§ REQUIRED ACTION
Below are entries; output exactly the lines from the one with "M859,200L846,187L847,132L867,99" to the one with "M801,1098L822,853L812,808", both included, and nothing else.

§ RAW DATA
====
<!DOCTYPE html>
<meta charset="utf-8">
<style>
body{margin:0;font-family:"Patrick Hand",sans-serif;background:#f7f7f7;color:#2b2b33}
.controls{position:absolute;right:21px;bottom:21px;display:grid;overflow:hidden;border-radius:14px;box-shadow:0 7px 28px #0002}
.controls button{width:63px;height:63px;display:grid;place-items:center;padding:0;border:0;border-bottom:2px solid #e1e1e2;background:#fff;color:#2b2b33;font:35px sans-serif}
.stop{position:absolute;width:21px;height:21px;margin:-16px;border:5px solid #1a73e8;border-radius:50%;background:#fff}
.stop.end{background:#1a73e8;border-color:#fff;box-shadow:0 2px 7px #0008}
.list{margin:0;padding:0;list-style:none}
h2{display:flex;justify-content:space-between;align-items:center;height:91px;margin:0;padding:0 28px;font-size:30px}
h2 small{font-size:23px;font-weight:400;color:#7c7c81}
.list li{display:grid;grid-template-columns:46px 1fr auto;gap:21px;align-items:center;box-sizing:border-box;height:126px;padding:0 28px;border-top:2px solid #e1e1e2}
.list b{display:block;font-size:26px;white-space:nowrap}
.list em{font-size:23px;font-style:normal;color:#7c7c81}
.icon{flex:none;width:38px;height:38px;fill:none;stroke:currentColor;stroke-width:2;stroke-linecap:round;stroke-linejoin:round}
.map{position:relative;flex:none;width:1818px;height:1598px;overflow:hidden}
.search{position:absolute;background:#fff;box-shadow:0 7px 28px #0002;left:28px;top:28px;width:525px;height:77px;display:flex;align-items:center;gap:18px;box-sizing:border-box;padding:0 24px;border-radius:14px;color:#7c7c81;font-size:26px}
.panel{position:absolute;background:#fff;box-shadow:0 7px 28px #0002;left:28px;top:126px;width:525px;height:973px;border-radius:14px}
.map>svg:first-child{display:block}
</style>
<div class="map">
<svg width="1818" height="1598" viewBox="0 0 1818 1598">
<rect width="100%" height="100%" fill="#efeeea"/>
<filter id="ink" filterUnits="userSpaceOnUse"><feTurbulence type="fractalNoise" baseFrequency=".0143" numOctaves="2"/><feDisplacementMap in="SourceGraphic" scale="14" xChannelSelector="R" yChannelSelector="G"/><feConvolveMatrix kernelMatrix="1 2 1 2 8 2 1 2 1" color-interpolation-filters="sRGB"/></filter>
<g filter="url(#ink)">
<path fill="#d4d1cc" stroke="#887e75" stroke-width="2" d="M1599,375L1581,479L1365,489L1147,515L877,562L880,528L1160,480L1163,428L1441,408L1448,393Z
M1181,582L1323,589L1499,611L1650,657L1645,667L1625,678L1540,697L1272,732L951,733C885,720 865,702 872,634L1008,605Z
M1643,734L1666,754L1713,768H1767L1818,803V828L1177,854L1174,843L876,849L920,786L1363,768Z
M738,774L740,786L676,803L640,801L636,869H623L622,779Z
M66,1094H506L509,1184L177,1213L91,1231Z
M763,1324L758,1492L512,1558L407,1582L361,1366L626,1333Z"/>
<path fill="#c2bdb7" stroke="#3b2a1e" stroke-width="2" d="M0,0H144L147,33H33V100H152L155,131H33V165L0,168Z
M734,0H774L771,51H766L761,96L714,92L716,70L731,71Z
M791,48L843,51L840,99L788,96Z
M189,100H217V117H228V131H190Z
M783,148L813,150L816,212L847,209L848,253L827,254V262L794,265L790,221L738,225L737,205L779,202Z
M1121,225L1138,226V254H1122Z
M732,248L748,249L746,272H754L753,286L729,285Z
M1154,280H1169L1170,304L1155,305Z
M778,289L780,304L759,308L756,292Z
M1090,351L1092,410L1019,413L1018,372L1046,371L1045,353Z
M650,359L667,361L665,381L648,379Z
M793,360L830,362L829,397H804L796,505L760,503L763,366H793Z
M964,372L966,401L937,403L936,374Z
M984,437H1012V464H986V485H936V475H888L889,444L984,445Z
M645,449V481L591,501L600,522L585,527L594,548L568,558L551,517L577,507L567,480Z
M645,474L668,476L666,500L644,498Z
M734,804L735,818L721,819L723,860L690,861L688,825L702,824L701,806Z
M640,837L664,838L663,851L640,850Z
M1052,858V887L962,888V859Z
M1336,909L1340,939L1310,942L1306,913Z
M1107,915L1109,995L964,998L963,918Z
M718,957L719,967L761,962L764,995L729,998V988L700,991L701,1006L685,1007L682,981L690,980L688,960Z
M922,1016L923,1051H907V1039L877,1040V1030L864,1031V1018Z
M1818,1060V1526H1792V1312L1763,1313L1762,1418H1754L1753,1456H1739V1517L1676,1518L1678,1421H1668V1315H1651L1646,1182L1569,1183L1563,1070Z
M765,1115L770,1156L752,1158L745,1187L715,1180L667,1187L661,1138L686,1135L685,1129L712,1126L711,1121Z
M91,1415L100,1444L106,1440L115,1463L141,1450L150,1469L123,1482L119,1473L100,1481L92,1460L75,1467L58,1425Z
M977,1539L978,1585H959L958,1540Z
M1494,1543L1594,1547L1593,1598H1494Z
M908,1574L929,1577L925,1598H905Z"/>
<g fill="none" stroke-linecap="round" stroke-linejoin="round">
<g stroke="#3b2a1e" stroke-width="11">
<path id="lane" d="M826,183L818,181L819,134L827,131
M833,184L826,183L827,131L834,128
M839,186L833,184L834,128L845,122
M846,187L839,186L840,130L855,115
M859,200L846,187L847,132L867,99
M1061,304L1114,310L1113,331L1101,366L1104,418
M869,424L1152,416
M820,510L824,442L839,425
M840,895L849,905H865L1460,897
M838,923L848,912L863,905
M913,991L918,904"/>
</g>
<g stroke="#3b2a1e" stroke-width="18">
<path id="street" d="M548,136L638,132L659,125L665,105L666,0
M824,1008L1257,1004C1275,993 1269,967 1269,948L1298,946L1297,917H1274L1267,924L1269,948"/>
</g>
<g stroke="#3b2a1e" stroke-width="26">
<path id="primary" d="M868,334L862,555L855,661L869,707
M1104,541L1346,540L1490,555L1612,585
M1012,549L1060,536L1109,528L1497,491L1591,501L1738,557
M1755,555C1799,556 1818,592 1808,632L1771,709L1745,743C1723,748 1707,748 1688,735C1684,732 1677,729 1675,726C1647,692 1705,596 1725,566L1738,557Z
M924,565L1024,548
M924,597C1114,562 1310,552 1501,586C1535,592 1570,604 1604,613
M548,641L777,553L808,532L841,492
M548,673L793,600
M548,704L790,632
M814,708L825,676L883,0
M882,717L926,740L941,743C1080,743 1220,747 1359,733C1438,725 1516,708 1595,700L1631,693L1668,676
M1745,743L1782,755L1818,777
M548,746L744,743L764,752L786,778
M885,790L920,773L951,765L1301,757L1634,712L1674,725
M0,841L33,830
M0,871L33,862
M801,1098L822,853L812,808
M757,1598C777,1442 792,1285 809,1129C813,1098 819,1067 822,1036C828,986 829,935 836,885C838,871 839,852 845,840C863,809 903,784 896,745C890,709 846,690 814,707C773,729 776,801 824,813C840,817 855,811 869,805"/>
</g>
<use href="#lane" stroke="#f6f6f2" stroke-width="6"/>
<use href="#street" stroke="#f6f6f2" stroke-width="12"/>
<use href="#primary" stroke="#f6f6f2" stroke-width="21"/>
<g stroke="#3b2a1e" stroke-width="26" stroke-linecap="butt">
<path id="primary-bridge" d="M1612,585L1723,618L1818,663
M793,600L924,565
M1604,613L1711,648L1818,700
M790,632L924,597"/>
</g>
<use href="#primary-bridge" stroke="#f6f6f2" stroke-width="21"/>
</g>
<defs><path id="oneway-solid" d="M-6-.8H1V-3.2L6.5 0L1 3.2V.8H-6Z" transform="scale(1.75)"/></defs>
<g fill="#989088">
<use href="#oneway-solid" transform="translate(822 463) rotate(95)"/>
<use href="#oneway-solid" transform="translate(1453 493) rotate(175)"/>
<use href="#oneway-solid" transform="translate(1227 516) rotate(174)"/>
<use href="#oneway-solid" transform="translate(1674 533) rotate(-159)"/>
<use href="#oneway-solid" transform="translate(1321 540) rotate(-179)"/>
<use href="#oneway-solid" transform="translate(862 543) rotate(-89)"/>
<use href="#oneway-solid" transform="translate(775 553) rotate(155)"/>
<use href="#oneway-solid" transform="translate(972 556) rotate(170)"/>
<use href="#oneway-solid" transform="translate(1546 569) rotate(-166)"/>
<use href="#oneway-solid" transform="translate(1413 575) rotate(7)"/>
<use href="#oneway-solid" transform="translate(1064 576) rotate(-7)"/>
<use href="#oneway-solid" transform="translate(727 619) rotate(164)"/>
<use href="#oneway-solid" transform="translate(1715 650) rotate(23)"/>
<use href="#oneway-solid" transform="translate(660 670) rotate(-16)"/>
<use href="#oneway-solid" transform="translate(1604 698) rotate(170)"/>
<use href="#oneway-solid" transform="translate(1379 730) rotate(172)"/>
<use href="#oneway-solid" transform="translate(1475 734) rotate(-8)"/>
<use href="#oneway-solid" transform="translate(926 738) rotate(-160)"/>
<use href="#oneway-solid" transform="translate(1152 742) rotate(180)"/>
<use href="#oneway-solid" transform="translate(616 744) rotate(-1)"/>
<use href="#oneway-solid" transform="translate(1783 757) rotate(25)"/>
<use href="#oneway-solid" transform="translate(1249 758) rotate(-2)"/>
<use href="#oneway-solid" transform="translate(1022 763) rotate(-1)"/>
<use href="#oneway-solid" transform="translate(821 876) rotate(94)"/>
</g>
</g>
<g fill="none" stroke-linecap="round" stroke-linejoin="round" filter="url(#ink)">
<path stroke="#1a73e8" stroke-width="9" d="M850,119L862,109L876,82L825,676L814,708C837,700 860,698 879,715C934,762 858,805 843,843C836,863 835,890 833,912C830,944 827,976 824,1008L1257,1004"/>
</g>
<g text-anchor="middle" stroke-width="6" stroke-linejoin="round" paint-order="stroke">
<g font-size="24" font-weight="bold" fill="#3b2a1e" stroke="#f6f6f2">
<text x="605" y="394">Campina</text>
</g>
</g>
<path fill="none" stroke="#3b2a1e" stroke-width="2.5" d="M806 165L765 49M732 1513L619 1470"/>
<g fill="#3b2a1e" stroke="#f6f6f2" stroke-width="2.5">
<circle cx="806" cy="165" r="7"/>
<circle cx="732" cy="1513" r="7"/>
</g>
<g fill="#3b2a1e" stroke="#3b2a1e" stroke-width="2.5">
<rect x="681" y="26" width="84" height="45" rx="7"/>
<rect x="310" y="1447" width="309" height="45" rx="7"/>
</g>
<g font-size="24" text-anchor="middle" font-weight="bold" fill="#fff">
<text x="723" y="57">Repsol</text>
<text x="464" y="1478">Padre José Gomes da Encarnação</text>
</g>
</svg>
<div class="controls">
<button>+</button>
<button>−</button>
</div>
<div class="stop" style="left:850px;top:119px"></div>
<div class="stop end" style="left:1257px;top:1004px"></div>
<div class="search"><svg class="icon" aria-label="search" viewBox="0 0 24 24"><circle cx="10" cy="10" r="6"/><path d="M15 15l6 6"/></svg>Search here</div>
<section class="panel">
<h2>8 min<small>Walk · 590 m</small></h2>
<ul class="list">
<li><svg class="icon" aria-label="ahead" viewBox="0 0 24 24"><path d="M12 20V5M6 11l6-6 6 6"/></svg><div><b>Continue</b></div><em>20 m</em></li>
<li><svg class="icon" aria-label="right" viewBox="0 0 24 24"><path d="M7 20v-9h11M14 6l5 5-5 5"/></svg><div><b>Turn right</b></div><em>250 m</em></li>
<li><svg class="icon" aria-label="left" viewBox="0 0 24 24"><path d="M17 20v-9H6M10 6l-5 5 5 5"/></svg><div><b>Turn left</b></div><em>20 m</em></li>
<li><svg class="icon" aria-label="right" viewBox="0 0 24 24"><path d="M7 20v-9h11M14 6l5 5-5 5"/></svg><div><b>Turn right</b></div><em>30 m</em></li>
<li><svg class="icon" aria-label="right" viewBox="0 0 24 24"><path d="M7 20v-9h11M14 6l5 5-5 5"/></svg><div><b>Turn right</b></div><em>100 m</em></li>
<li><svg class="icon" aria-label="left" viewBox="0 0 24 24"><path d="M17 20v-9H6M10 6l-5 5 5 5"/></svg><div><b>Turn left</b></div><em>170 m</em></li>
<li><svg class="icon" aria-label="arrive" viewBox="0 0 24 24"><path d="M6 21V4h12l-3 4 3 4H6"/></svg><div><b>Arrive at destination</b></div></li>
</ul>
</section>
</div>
====
§ EXERCISE RESULT
M859,200L846,187L847,132L867,99
M1061,304L1114,310L1113,331L1101,366L1104,418
M869,424L1152,416
M820,510L824,442L839,425
M840,895L849,905H865L1460,897
M838,923L848,912L863,905
M913,991L918,904"/>
</g>
<g stroke="#3b2a1e" stroke-width="18">
<path id="street" d="M548,136L638,132L659,125L665,105L666,0
M824,1008L1257,1004C1275,993 1269,967 1269,948L1298,946L1297,917H1274L1267,924L1269,948"/>
</g>
<g stroke="#3b2a1e" stroke-width="26">
<path id="primary" d="M868,334L862,555L855,661L869,707
M1104,541L1346,540L1490,555L1612,585
M1012,549L1060,536L1109,528L1497,491L1591,501L1738,557
M1755,555C1799,556 1818,592 1808,632L1771,709L1745,743C1723,748 1707,748 1688,735C1684,732 1677,729 1675,726C1647,692 1705,596 1725,566L1738,557Z
M924,565L1024,548
M924,597C1114,562 1310,552 1501,586C1535,592 1570,604 1604,613
M548,641L777,553L808,532L841,492
M548,673L793,600
M548,704L790,632
M814,708L825,676L883,0
M882,717L926,740L941,743C1080,743 1220,747 1359,733C1438,725 1516,708 1595,700L1631,693L1668,676
M1745,743L1782,755L1818,777
M548,746L744,743L764,752L786,778
M885,790L920,773L951,765L1301,757L1634,712L1674,725
M0,841L33,830
M0,871L33,862
M801,1098L822,853L812,808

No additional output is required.